Using the entries that follow, report the number of lines that include the string "Skręć", without any other text.

(Records contained in a dataset)
-.-.-

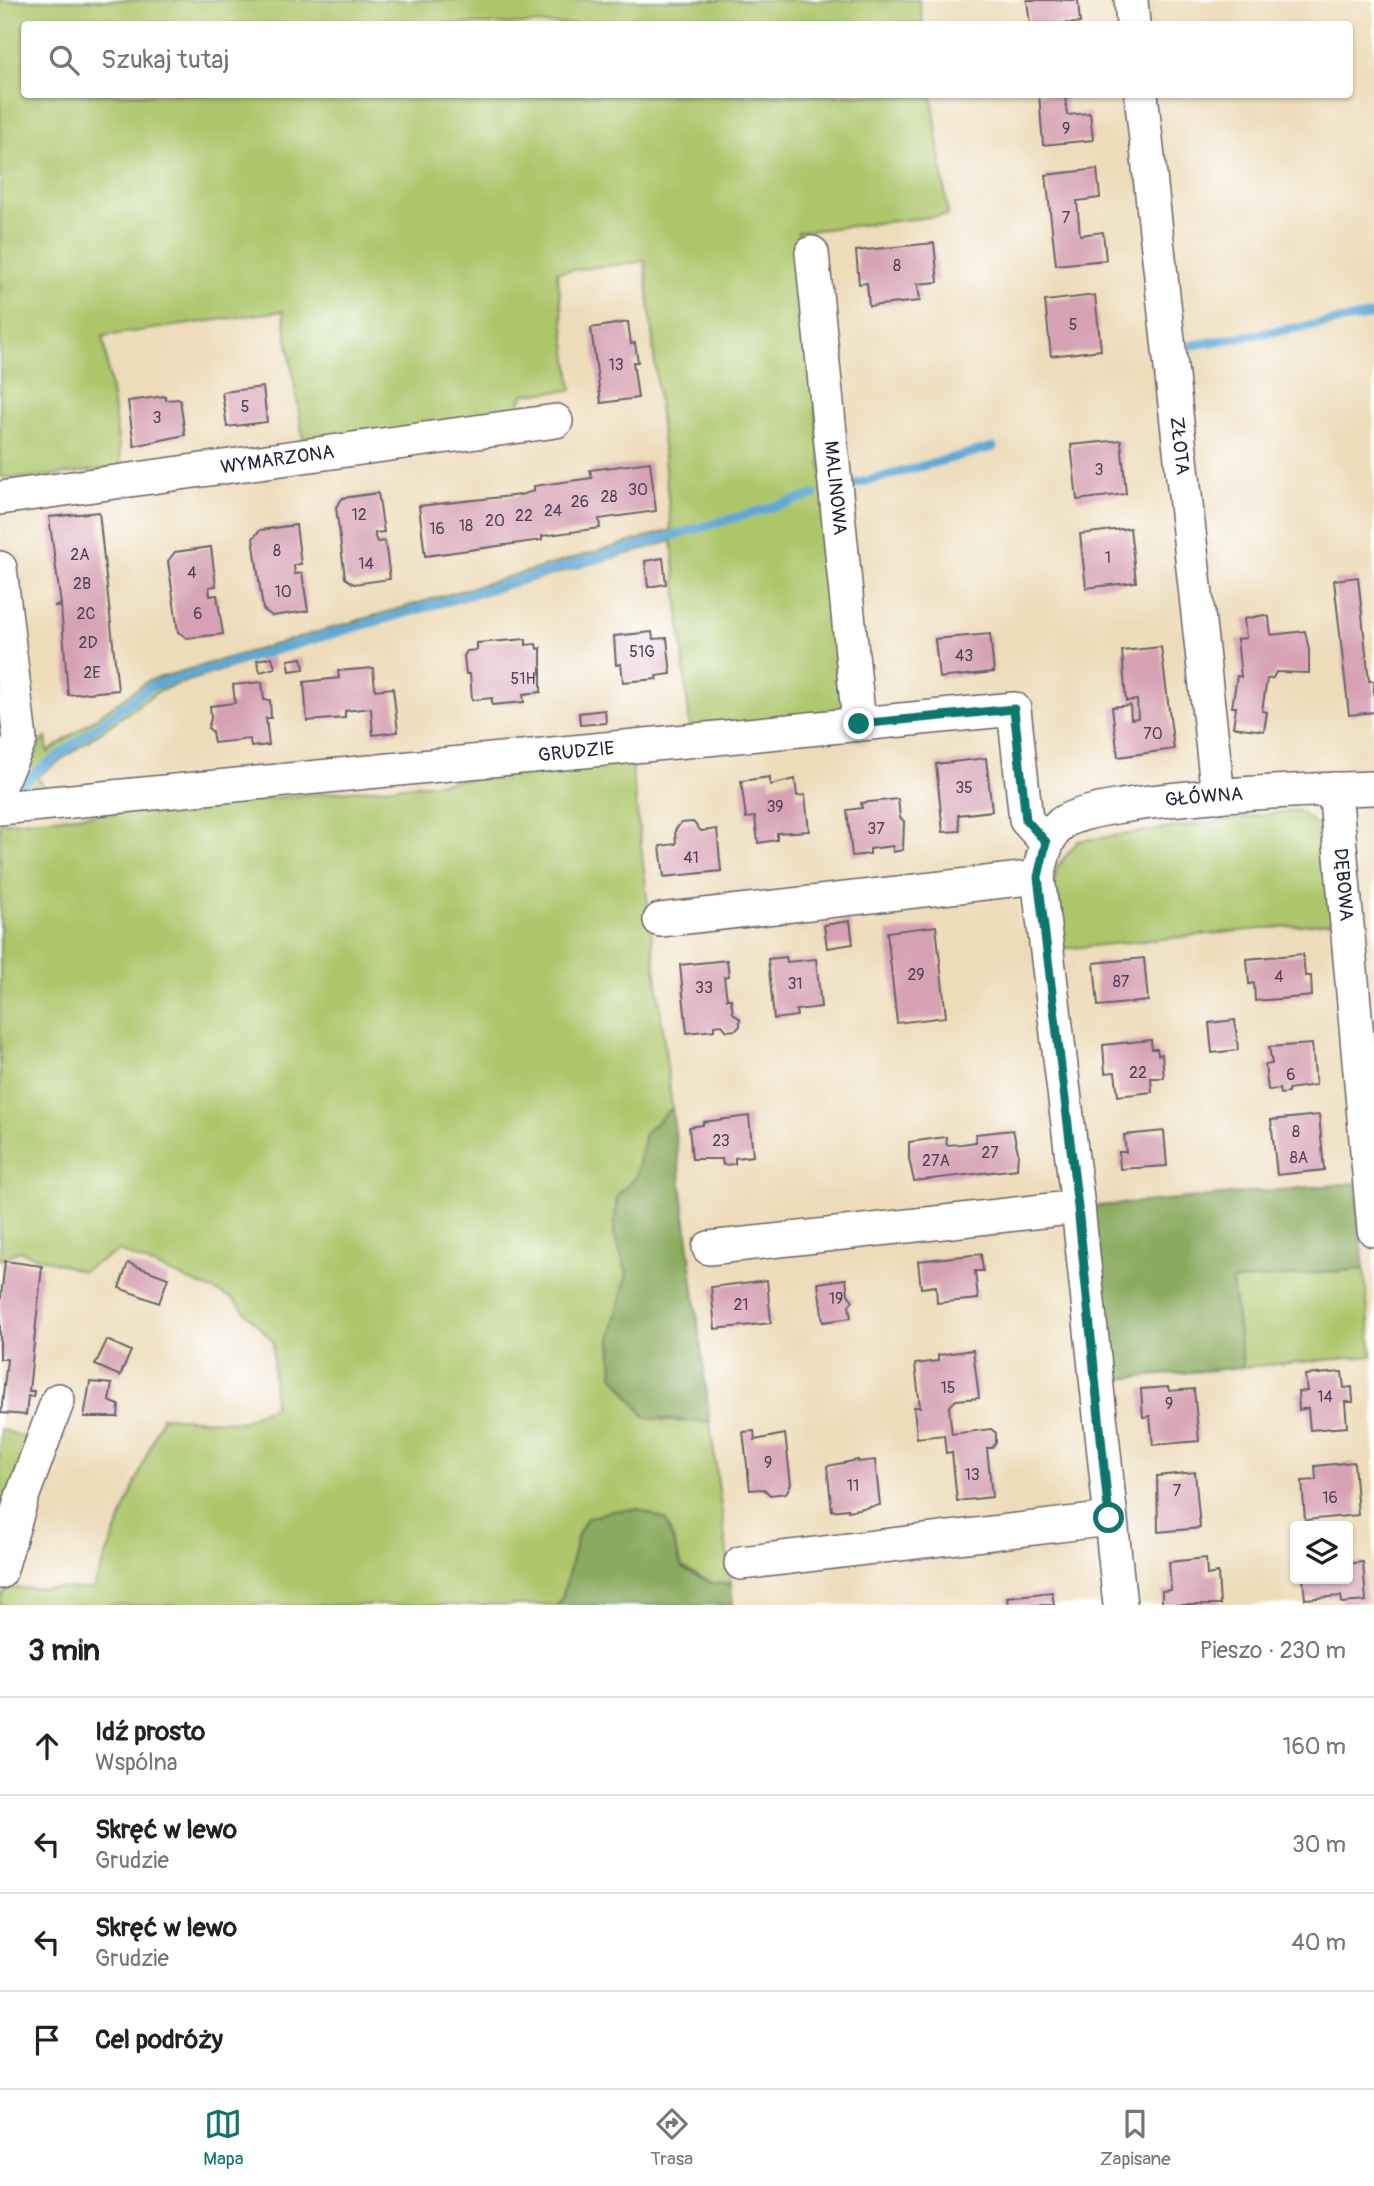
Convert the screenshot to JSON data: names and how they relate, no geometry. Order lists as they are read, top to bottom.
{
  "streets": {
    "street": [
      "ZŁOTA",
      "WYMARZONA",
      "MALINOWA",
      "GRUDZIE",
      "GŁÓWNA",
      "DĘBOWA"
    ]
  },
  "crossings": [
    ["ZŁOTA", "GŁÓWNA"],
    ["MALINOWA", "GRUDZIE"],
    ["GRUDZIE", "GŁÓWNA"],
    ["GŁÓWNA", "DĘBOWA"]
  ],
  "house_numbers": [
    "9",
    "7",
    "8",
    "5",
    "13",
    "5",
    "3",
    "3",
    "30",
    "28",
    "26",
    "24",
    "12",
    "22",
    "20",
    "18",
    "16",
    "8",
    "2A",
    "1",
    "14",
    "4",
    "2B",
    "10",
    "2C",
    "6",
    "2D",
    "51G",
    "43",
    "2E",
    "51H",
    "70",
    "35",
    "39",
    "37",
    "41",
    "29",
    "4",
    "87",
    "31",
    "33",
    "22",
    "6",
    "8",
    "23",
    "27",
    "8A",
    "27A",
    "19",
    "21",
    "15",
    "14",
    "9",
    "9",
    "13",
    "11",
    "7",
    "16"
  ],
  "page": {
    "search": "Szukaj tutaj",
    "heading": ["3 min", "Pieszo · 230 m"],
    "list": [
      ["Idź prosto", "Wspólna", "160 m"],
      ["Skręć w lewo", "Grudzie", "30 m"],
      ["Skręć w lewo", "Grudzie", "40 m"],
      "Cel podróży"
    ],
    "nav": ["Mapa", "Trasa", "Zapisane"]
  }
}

-.-.-

- **Solution**:
2